Die Finanzverwaltung zieht aber – entsprechend dem Urteil des BFH – noch eine zeitliche Grenze: Die Berichtigung des Umsatzsteuerbetrags setzt voraus, dass der leistende Unternehmer das Entgelt i. H. des Sicherheitseinbehalts für einen Zeitraum von mehr als 2–5 Jahren nicht vereinnahmen kann.
Konsequenzen für die Praxis
Das Urteil des BFH hat zwar eine für die Praxis grundsätzlich positive Berichtigung der geschuldeten Umsatzsteuer ermöglicht, da dies aber voraussetzt, dass der leistende Unternehmer den Sicherheitseinbehalt weder durch eine Bankbürgschaft abgelöst hat, noch ablösen kann, werden sich die praktischen Auswirkungen in Grenzen halten. In der Praxis ist es üblich, eine Ablösung durch Bankbürgschaft vorzunehmen.
Kann der leistende Unternehmer den Sicherheitseinbehalt nicht durch Bankbürgschaft ablösen (z. B. weil sein Kreditinstitut nicht bereit ist, eine Bürgschaft zu stellen), kann nicht nur er seine geschuldete Umsatzsteuer berichtigen, auch der Leistungsempfänger muss seinen Vorsteuerabzug entsprechend verringern. Dabei wird es für den Leistungsempfänger schwer sein, festzustellen, ob der leistende Unternehmer freiwillig auf die Stellung einer Bankbürgschaft verzichtet (in diesem Fall ist keine Berichtigung von Umsatzsteuer und Vorsteuer geboten) oder ob er keine Bankbürgschaft erhalten kann (in diesem Fall wäre die Berichtigung von Umsatzsteuer und Vorsteuer geboten).
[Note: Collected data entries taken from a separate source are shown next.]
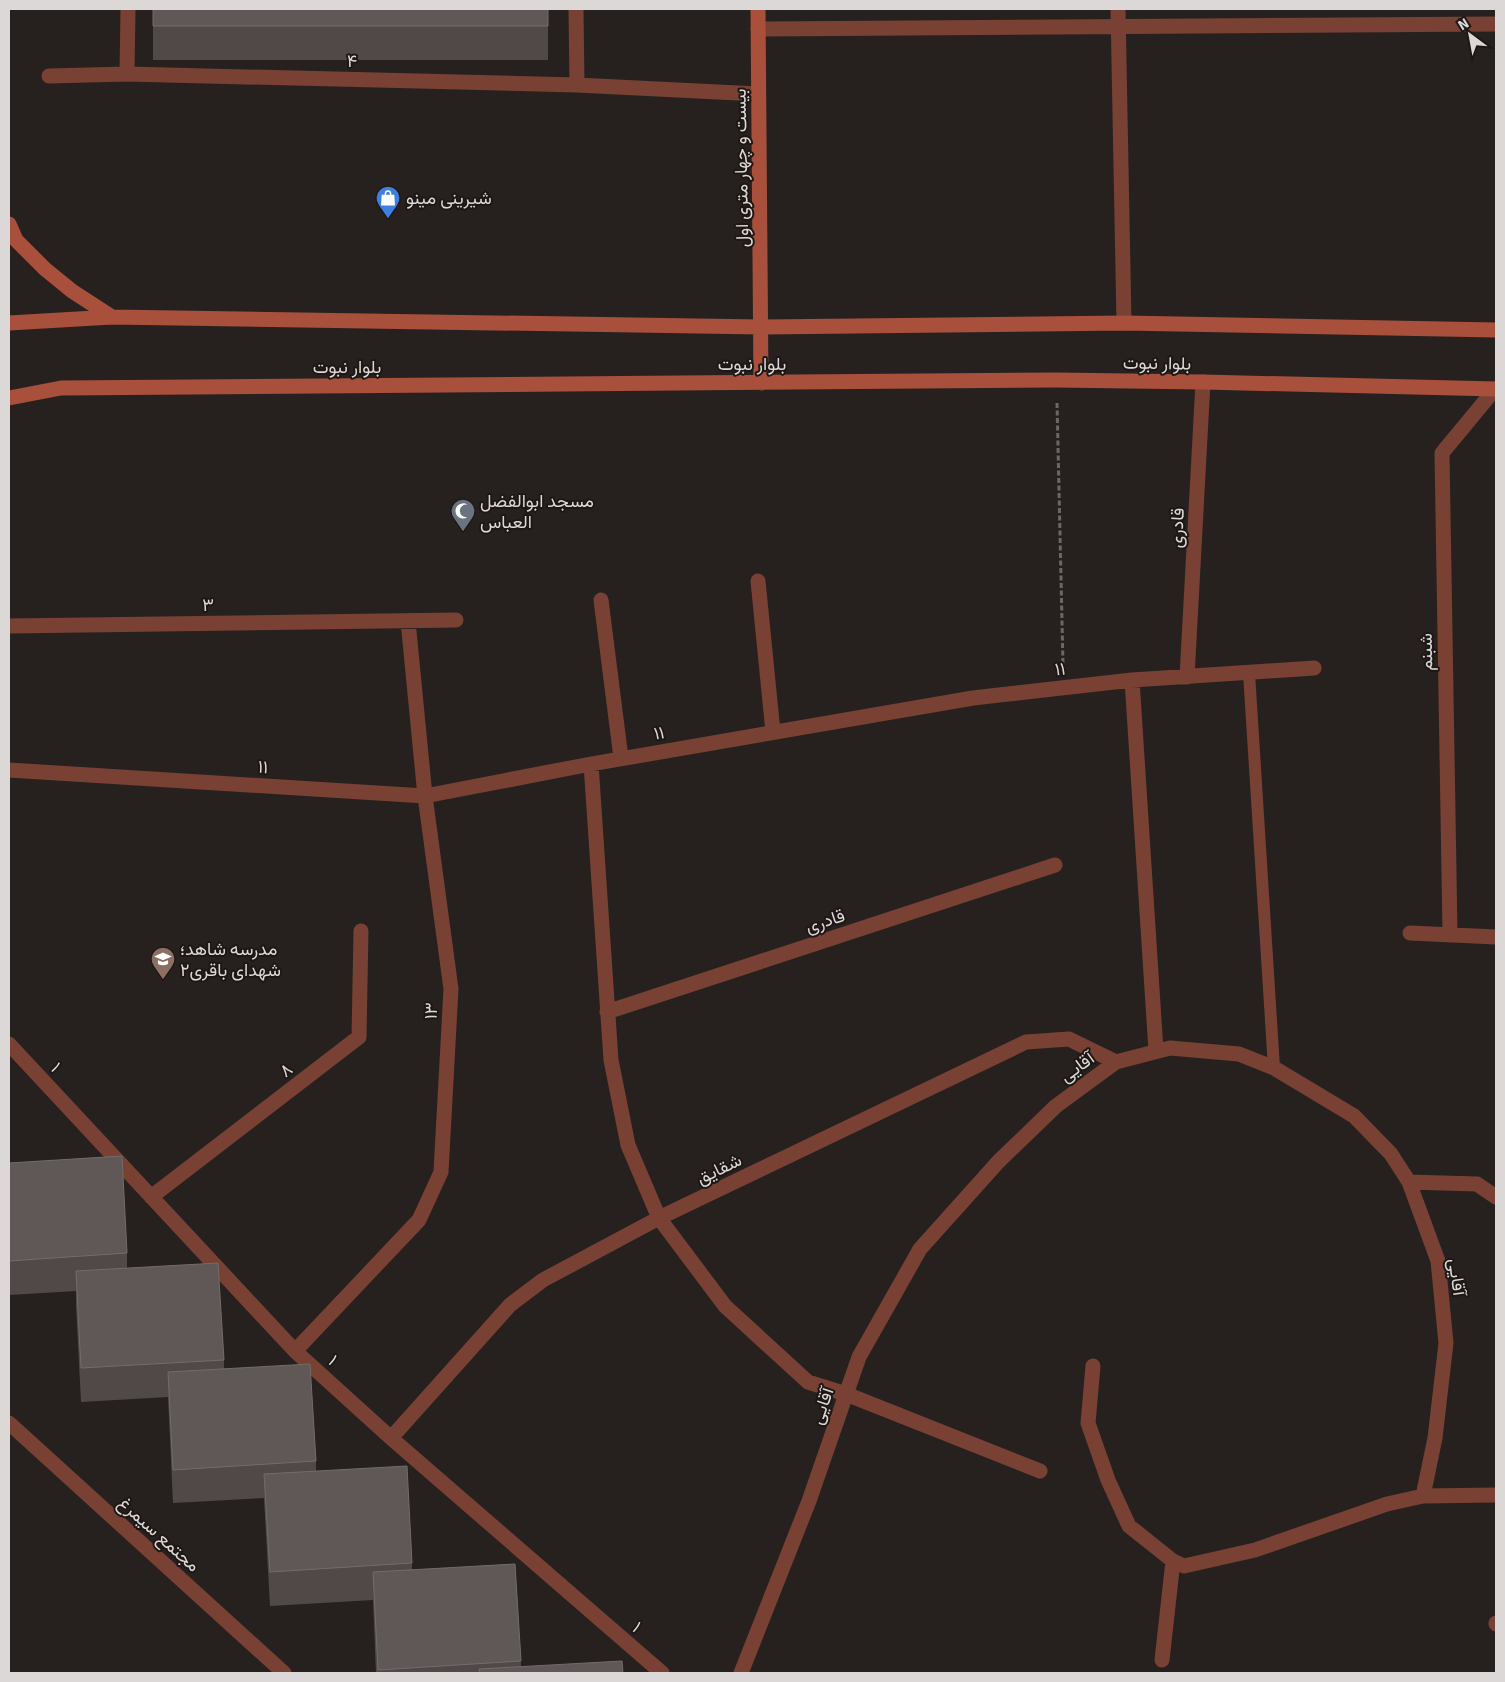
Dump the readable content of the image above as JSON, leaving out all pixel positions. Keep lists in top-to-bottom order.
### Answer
{
  "streets": {
    "main road": ["بیست و چهار متری اول", "بلوار نبوت"],
    "street": [
      "۴",
      "قادری",
      "۳",
      "شبنم",
      "۱۱",
      "۱۳",
      "۱",
      "آقایی",
      "۸",
      "شقایق",
      "مجتمع سیمرغ"
    ]
  },
  "crossings": [
    ["۴", "بیست و چهار متری اول"],
    ["بیست و چهار متری اول", "بلوار نبوت"],
    ["بلوار نبوت", "قادری"],
    ["بلوار نبوت", "شبنم"],
    ["قادری", "۱۱"],
    ["۳", "۱۳"],
    ["۱۱", "۱۳"],
    ["۱۳", "۱"],
    ["۱", "۸"],
    ["۱", "شقایق"],
    ["آقایی", "شقایق"]
  ],
  "places": {
    "shop": ["شیرینی مینو"],
    "mosque": ["مسجد ابوالفضل العباس"],
    "school or university": ["مدرسه شاهد؛ شهدای باقری۲"]
  },
  "north": "top left"
}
Der leistende Unternehmer ist nicht verpflichtet, dem Leistungsempfänger mitzuteilen, ob er eine Berichtigung seines Umsatzsteuerbetrags vorgenommen hat oder nicht. Das Finanzamt des leistenden Unternehmers kann aber dem Finanzamt des Leistungsempfängers eine Mitteilung über die Behandlung des Sicherheitseinbehalts beim leistenden Unternehmer zukommen lassen.
Wurde eine Berichtigung von Umsatzsteuer und Vorsteuer vorgenommen, muss nach Ablauf der Gewährleistungsfrist bei Auszahlung des Sicherheitseinbehalts darauf geachtet werden, dass dann eine erneute Korrektur der Steuerbeträge vorgenommen werden muss.